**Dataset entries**
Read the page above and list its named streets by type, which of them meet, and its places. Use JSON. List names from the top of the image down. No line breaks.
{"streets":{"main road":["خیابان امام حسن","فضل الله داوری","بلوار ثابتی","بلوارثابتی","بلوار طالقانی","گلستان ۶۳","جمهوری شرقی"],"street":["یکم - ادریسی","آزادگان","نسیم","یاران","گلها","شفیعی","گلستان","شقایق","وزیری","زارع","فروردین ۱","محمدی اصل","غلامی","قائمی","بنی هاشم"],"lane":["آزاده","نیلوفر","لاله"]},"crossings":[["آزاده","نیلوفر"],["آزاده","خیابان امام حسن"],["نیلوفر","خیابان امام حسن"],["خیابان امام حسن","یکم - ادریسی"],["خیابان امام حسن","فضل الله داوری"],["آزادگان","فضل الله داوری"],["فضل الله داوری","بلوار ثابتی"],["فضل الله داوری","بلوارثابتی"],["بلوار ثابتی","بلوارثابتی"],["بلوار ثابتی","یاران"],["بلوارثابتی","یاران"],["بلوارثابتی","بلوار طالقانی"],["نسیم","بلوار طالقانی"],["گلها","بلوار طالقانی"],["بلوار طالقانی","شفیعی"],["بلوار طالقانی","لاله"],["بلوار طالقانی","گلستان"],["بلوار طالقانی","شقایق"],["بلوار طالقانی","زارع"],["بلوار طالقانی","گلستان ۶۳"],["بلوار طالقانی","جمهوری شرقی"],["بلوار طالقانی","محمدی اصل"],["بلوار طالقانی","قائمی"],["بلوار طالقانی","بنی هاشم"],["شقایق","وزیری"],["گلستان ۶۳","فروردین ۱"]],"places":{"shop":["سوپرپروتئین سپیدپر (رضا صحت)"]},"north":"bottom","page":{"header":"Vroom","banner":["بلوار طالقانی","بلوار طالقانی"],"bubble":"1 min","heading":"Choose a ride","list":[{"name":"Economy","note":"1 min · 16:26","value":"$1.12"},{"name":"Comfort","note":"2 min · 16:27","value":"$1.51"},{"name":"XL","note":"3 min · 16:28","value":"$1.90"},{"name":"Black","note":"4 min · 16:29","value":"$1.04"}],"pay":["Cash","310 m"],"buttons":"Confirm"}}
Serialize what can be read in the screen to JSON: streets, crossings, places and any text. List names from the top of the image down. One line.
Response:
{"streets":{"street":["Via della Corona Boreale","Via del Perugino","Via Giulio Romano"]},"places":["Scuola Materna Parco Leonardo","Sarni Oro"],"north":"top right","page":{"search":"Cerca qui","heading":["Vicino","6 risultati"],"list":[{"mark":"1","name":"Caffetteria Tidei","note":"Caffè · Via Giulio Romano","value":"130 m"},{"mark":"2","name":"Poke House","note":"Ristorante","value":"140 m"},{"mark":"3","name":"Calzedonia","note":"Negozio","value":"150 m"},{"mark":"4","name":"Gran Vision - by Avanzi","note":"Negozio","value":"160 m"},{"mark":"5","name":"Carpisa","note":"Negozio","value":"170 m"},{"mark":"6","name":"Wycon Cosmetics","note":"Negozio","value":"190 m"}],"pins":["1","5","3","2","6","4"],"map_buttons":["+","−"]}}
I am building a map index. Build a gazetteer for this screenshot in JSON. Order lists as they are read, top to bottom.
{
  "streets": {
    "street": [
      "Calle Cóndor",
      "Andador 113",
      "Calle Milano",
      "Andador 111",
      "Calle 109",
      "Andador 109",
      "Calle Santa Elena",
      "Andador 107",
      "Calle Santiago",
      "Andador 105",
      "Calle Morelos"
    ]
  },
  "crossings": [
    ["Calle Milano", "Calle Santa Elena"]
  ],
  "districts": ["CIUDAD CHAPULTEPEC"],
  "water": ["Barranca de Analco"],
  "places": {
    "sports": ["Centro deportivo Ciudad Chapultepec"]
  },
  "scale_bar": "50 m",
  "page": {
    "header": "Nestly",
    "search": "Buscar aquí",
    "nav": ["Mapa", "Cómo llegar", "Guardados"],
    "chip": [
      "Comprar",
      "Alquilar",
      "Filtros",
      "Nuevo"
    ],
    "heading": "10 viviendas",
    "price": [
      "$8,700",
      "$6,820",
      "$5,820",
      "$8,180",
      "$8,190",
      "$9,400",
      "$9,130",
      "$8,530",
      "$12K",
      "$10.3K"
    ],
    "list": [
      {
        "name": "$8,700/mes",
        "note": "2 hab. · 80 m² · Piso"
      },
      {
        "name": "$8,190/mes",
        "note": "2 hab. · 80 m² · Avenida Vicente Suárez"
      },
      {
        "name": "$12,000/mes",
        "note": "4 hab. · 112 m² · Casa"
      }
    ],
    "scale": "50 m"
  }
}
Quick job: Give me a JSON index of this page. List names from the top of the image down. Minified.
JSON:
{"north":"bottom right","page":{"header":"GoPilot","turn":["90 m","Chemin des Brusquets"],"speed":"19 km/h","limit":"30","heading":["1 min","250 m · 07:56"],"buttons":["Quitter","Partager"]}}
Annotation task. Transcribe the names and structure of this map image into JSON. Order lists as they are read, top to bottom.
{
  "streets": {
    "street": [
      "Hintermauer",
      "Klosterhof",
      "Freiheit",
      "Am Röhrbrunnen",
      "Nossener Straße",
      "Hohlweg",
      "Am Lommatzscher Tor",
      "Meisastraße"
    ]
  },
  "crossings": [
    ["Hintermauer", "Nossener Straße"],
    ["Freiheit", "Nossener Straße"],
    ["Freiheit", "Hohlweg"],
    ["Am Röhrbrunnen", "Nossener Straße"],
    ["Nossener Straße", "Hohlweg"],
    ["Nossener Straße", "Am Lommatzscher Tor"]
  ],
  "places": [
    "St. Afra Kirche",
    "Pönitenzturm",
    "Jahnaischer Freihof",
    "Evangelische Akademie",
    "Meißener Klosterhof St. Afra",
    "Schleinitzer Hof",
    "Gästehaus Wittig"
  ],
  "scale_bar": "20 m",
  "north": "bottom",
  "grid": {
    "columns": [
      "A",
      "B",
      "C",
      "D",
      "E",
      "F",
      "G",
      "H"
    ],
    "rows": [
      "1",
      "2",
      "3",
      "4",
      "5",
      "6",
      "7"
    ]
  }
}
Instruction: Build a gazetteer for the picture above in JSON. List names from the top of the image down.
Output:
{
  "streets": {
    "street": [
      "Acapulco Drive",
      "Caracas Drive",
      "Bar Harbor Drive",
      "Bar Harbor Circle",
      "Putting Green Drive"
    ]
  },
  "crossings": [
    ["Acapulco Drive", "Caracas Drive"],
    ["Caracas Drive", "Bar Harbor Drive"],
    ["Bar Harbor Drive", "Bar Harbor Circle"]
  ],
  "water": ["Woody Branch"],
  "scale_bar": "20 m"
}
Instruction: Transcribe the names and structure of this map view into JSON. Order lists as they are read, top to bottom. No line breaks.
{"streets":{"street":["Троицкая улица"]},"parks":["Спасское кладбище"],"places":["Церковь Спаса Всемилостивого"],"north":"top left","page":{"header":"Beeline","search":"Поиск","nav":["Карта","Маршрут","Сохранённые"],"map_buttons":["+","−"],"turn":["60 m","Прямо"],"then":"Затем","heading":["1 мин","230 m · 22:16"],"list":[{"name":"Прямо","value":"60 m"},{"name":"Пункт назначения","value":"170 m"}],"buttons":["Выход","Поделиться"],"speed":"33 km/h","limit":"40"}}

**Task to complete**
Set every record down again exactly as written.

**Answer box**
Read the page above and list its named streets by type, which of them meet, and its places. Use JSON. List names from the top of the image down. No line breaks.
{"streets":{"main road":["خیابان امام حسن","فضل الله داوری","بلوار ثابتی","بلوارثابتی","بلوار طالقانی","گلستان ۶۳","جمهوری شرقی"],"street":["یکم - ادریسی","آزادگان","نسیم","یاران","گلها","شفیعی","گلستان","شقایق","وزیری","زارع","فروردین ۱","محمدی اصل","غلامی","قائمی","بنی هاشم"],"lane":["آزاده","نیلوفر","لاله"]},"crossings":[["آزاده","نیلوفر"],["آزاده","خیابان امام حسن"],["نیلوفر","خیابان امام حسن"],["خیابان امام حسن","یکم - ادریسی"],["خیابان امام حسن","فضل الله داوری"],["آزادگان","فضل الله داوری"],["فضل الله داوری","بلوار ثابتی"],["فضل الله داوری","بلوارثابتی"],["بلوار ثابتی","بلوارثابتی"],["بلوار ثابتی","یاران"],["بلوارثابتی","یاران"],["بلوارثابتی","بلوار طالقانی"],["نسیم","بلوار طالقانی"],["گلها","بلوار طالقانی"],["بلوار طالقانی","شفیعی"],["بلوار طالقانی","لاله"],["بلوار طالقانی","گلستان"],["بلوار طالقانی","شقایق"],["بلوار طالقانی","زارع"],["بلوار طالقانی","گلستان ۶۳"],["بلوار طالقانی","جمهوری شرقی"],["بلوار طالقانی","محمدی اصل"],["بلوار طالقانی","قائمی"],["بلوار طالقانی","بنی هاشم"],["شقایق","وزیری"],["گلستان ۶۳","فروردین ۱"]],"places":{"shop":["سوپرپروتئین سپیدپر (رضا صحت)"]},"north":"bottom","page":{"header":"Vroom","banner":["بلوار طالقانی","بلوار طالقانی"],"bubble":"1 min","heading":"Choose a ride","list":[{"name":"Economy","note":"1 min · 16:26","value":"$1.12"},{"name":"Comfort","note":"2 min · 16:27","value":"$1.51"},{"name":"XL","note":"3 min · 16:28","value":"$1.90"},{"name":"Black","note":"4 min · 16:29","value":"$1.04"}],"pay":["Cash","310 m"],"buttons":"Confirm"}}
Serialize what can be read in the screen to JSON: streets, crossings, places and any text. List names from the top of the image down. One line.
Response:
{"streets":{"street":["Via della Corona Boreale","Via del Perugino","Via Giulio Romano"]},"places":["Scuola Materna Parco Leonardo","Sarni Oro"],"north":"top right","page":{"search":"Cerca qui","heading":["Vicino","6 risultati"],"list":[{"mark":"1","name":"Caffetteria Tidei","note":"Caffè · Via Giulio Romano","value":"130 m"},{"mark":"2","name":"Poke House","note":"Ristorante","value":"140 m"},{"mark":"3","name":"Calzedonia","note":"Negozio","value":"150 m"},{"mark":"4","name":"Gran Vision - by Avanzi","note":"Negozio","value":"160 m"},{"mark":"5","name":"Carpisa","note":"Negozio","value":"170 m"},{"mark":"6","name":"Wycon Cosmetics","note":"Negozio","value":"190 m"}],"pins":["1","5","3","2","6","4"],"map_buttons":["+","−"]}}
I am building a map index. Build a gazetteer for this screenshot in JSON. Order lists as they are read, top to bottom.
{
  "streets": {
    "street": [
      "Calle Cóndor",
      "Andador 113",
      "Calle Milano",
      "Andador 111",
      "Calle 109",
      "Andador 109",
      "Calle Santa Elena",
      "Andador 107",
      "Calle Santiago",
      "Andador 105",
      "Calle Morelos"
    ]
  },
  "crossings": [
    ["Calle Milano", "Calle Santa Elena"]
  ],
  "districts": ["CIUDAD CHAPULTEPEC"],
  "water": ["Barranca de Analco"],
  "places": {
    "sports": ["Centro deportivo Ciudad Chapultepec"]
  },
  "scale_bar": "50 m",
  "page": {
    "header": "Nestly",
    "search": "Buscar aquí",
    "nav": ["Mapa", "Cómo llegar", "Guardados"],
    "chip": [
      "Comprar",
      "Alquilar",
      "Filtros",
      "Nuevo"
    ],
    "heading": "10 viviendas",
    "price": [
      "$8,700",
      "$6,820",
      "$5,820",
      "$8,180",
      "$8,190",
      "$9,400",
      "$9,130",
      "$8,530",
      "$12K",
      "$10.3K"
    ],
    "list": [
      {
        "name": "$8,700/mes",
        "note": "2 hab. · 80 m² · Piso"
      },
      {
        "name": "$8,190/mes",
        "note": "2 hab. · 80 m² · Avenida Vicente Suárez"
      },
      {
        "name": "$12,000/mes",
        "note": "4 hab. · 112 m² · Casa"
      }
    ],
    "scale": "50 m"
  }
}
Quick job: Give me a JSON index of this page. List names from the top of the image down. Minified.
JSON:
{"north":"bottom right","page":{"header":"GoPilot","turn":["90 m","Chemin des Brusquets"],"speed":"19 km/h","limit":"30","heading":["1 min","250 m · 07:56"],"buttons":["Quitter","Partager"]}}
Annotation task. Transcribe the names and structure of this map image into JSON. Order lists as they are read, top to bottom.
{
  "streets": {
    "street": [
      "Hintermauer",
      "Klosterhof",
      "Freiheit",
      "Am Röhrbrunnen",
      "Nossener Straße",
      "Hohlweg",
      "Am Lommatzscher Tor",
      "Meisastraße"
    ]
  },
  "crossings": [
    ["Hintermauer", "Nossener Straße"],
    ["Freiheit", "Nossener Straße"],
    ["Freiheit", "Hohlweg"],
    ["Am Röhrbrunnen", "Nossener Straße"],
    ["Nossener Straße", "Hohlweg"],
    ["Nossener Straße", "Am Lommatzscher Tor"]
  ],
  "places": [
    "St. Afra Kirche",
    "Pönitenzturm",
    "Jahnaischer Freihof",
    "Evangelische Akademie",
    "Meißener Klosterhof St. Afra",
    "Schleinitzer Hof",
    "Gästehaus Wittig"
  ],
  "scale_bar": "20 m",
  "north": "bottom",
  "grid": {
    "columns": [
      "A",
      "B",
      "C",
      "D",
      "E",
      "F",
      "G",
      "H"
    ],
    "rows": [
      "1",
      "2",
      "3",
      "4",
      "5",
      "6",
      "7"
    ]
  }
}
Instruction: Build a gazetteer for the picture above in JSON. List names from the top of the image down.
Output:
{
  "streets": {
    "street": [
      "Acapulco Drive",
      "Caracas Drive",
      "Bar Harbor Drive",
      "Bar Harbor Circle",
      "Putting Green Drive"
    ]
  },
  "crossings": [
    ["Acapulco Drive", "Caracas Drive"],
    ["Caracas Drive", "Bar Harbor Drive"],
    ["Bar Harbor Drive", "Bar Harbor Circle"]
  ],
  "water": ["Woody Branch"],
  "scale_bar": "20 m"
}
Instruction: Transcribe the names and structure of this map view into JSON. Order lists as they are read, top to bottom. No line breaks.
{"streets":{"street":["Троицкая улица"]},"parks":["Спасское кладбище"],"places":["Церковь Спаса Всемилостивого"],"north":"top left","page":{"header":"Beeline","search":"Поиск","nav":["Карта","Маршрут","Сохранённые"],"map_buttons":["+","−"],"turn":["60 m","Прямо"],"then":"Затем","heading":["1 мин","230 m · 22:16"],"list":[{"name":"Прямо","value":"60 m"},{"name":"Пункт назначения","value":"170 m"}],"buttons":["Выход","Поделиться"],"speed":"33 km/h","limit":"40"}}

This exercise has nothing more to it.